Thanks so much to @flo-2 for your extensive explanations that actually helped me a lot to understand the whole thing.
I went for a 2HP three phase motor now and we yet have to see its performance.
One interesting point that I wanted to share is that in order to test the motor (while not having three phase power available), I tried something out that is called the “Steinmetz circuit”. It is a very smart way to run three phase engines on single phase power. You only need a right-sized capacitor and the wire the engine in the right way, and off you go. Again, we dont have the shredder fully assembled yet so I cannot report about the load it can handle but we got it running and the engine seemed to be strong (was not able to stop or slow it down by pressing a piece of wood against the pulley with force).
If someone needs more information or help setting this up, get in touch with me.

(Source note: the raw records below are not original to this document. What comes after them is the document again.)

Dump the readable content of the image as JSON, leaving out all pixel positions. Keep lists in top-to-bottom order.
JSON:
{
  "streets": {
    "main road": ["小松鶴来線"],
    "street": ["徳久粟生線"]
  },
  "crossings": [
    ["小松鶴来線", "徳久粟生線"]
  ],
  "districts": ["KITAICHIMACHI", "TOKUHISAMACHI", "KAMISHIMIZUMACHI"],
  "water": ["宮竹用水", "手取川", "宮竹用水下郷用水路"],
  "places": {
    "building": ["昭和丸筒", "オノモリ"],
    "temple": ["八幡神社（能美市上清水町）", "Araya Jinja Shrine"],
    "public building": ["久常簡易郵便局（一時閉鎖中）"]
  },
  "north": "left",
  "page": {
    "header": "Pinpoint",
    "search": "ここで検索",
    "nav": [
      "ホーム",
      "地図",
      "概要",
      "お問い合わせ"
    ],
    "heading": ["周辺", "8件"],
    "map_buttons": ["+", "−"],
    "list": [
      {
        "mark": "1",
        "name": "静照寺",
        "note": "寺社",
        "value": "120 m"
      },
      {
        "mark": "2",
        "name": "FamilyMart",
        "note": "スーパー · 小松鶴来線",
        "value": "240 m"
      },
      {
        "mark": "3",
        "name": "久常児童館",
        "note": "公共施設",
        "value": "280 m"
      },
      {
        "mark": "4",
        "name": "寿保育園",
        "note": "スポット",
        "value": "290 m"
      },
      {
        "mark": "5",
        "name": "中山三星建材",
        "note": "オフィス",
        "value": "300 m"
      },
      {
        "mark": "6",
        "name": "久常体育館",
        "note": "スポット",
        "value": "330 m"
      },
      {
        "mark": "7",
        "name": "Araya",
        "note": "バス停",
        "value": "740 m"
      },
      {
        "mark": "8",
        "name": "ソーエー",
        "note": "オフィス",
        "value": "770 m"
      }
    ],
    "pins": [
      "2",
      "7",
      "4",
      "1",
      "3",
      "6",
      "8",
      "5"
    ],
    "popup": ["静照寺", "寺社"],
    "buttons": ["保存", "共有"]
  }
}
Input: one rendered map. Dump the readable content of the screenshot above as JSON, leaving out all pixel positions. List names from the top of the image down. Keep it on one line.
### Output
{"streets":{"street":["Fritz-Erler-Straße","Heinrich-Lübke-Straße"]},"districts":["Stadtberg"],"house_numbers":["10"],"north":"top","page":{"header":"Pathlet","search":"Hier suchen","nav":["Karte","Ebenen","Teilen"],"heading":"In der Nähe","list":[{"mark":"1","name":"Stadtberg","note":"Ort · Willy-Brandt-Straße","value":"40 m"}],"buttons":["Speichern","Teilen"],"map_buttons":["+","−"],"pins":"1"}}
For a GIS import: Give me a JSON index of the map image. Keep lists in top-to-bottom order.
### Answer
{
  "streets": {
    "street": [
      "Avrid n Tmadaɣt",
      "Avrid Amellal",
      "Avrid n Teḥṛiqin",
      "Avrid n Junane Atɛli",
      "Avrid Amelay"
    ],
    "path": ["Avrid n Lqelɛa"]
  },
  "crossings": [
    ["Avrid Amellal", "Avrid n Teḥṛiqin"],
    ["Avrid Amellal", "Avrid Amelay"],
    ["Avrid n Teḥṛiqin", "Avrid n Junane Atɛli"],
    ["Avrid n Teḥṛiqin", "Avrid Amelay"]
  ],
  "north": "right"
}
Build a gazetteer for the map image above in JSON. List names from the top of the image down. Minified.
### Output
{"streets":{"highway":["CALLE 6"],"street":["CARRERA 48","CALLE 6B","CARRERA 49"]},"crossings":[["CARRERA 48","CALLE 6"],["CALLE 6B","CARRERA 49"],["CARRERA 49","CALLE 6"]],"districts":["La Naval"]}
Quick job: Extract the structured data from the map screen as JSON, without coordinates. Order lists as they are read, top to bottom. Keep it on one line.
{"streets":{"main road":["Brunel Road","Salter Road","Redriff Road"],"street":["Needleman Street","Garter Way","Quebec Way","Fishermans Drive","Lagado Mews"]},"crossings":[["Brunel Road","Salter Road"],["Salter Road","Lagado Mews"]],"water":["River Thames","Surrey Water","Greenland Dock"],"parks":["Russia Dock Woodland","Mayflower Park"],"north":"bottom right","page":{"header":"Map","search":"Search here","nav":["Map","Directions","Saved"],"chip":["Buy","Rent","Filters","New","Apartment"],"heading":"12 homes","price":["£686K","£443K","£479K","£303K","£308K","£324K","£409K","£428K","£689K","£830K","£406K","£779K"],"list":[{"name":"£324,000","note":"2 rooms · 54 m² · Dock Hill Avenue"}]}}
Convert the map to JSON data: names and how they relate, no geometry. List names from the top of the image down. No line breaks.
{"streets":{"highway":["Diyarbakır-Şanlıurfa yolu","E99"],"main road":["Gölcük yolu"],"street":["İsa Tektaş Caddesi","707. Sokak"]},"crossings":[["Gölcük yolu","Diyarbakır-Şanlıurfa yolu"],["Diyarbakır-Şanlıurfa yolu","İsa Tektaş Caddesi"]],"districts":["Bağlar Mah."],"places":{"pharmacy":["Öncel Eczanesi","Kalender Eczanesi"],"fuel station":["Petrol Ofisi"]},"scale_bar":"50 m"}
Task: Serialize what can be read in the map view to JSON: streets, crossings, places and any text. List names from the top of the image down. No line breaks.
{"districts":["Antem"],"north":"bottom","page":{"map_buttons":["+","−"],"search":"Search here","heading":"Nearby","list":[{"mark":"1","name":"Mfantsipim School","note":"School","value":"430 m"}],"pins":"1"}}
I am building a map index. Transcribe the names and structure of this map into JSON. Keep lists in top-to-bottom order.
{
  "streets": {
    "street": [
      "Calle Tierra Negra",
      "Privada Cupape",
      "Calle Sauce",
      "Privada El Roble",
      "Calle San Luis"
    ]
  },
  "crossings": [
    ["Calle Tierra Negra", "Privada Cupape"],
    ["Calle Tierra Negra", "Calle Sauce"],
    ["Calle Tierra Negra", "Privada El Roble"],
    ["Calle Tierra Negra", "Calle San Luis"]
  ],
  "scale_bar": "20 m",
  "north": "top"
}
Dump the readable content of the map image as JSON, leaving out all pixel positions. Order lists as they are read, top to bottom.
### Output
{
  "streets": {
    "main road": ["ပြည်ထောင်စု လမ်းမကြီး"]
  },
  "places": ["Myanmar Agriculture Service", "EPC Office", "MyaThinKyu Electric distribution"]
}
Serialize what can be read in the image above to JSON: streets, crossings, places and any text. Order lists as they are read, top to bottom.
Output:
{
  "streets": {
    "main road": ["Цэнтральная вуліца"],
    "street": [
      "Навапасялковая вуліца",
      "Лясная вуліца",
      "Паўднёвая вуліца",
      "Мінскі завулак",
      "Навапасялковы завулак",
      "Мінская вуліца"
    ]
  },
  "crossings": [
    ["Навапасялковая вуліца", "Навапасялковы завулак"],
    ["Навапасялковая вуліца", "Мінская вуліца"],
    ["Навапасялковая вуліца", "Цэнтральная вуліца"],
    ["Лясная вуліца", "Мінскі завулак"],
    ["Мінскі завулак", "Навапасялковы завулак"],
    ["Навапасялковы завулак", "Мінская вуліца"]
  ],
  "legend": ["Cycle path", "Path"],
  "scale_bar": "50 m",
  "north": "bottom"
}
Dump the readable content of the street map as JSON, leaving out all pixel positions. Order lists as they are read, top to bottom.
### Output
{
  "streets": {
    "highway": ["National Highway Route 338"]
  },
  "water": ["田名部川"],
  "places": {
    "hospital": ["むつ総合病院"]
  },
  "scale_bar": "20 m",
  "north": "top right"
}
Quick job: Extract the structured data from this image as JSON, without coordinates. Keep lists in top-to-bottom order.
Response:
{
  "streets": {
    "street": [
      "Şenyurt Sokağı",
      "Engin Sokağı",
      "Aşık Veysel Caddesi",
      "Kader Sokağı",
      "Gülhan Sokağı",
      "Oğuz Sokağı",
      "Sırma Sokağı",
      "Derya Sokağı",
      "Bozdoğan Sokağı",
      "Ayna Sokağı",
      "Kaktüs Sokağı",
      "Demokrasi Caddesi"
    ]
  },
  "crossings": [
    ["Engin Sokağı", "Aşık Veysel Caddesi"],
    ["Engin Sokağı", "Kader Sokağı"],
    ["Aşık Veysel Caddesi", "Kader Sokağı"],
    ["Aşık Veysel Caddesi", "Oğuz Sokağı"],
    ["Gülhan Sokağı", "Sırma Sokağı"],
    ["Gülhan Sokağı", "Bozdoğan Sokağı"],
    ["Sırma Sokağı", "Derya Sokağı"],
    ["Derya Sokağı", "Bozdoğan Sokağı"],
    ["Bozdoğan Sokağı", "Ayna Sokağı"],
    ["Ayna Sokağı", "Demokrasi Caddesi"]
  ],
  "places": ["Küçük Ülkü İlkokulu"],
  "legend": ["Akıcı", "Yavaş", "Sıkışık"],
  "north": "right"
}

Yes I tried it and it did work. However, I was only able to run the motor without any load due to early stage of the project. I dont know how much torque the motor has with one phase and whether it’s enough to shred but to me it seemed quite strong. I was not able to stop or slow the motor down by hand.
I only had to buy a capacitor with 150mF (since I have a 2KW motor and you need about 70mF per KW) and wire it up, that’s it.
I will attach a photo….
Have you considered a small gasoline engine? That is what I plan on using here in the Philippines. It is about 120USD vs 1000usd for a Sumitomo 3hp AC motor and gearbox.
I have had good success running a large air compressor converted from electric to gasoline. The trick is to get a larger HP than you need but run it at a high idle, or the sound and vibration gets too much.
I was just thinking it might be possible to use a gas powered post hole auger. They have 50cc-200cc engines and have a gearbox that reduces the rpms to about 250rpm. They cost between $150-$400 new based on engine size. They are very simple. Just an engine right on a gearbox with a output shaft.